PROMPT
Exact copies of all the lines below are wanted, without a single picture.

● ● ● ● ● ● ●

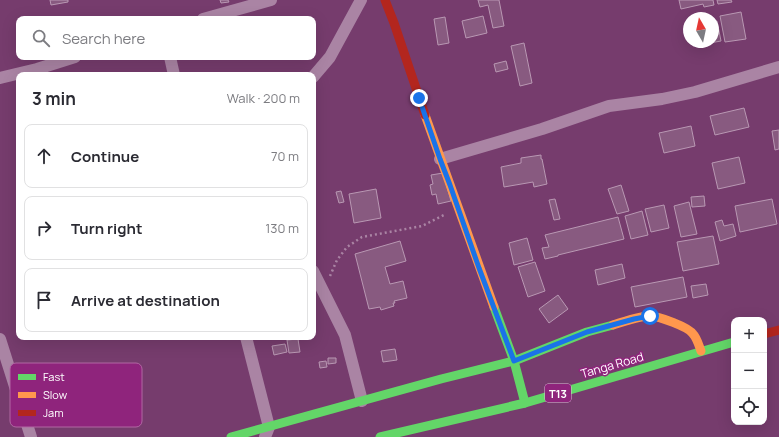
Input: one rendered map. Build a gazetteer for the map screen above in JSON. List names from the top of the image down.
{
  "streets": {
    "main road": ["Tanga Road", "T13"]
  },
  "legend": ["Fast", "Slow", "Jam"],
  "north": "top",
  "page": {
    "search": "Search here",
    "heading": ["3 min", "Walk · 200 m"],
    "list": [
      ["Continue", "70 m"],
      ["Turn right", "130 m"],
      "Arrive at destination"
    ],
    "map_buttons": ["+", "−"]
  }
}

● ● ● ● ● ● ●

ANSWER FOR THE TASK
Input: one rendered map. Build a gazetteer for the map screen above in JSON. List names from the top of the image down.
{
  "streets": {
    "main road": ["Tanga Road", "T13"]
  },
  "legend": ["Fast", "Slow", "Jam"],
  "north": "top",
  "page": {
    "search": "Search here",
    "heading": ["3 min", "Walk · 200 m"],
    "list": [
      ["Continue", "70 m"],
      ["Turn right", "130 m"],
      "Arrive at destination"
    ],
    "map_buttons": ["+", "−"]
  }
}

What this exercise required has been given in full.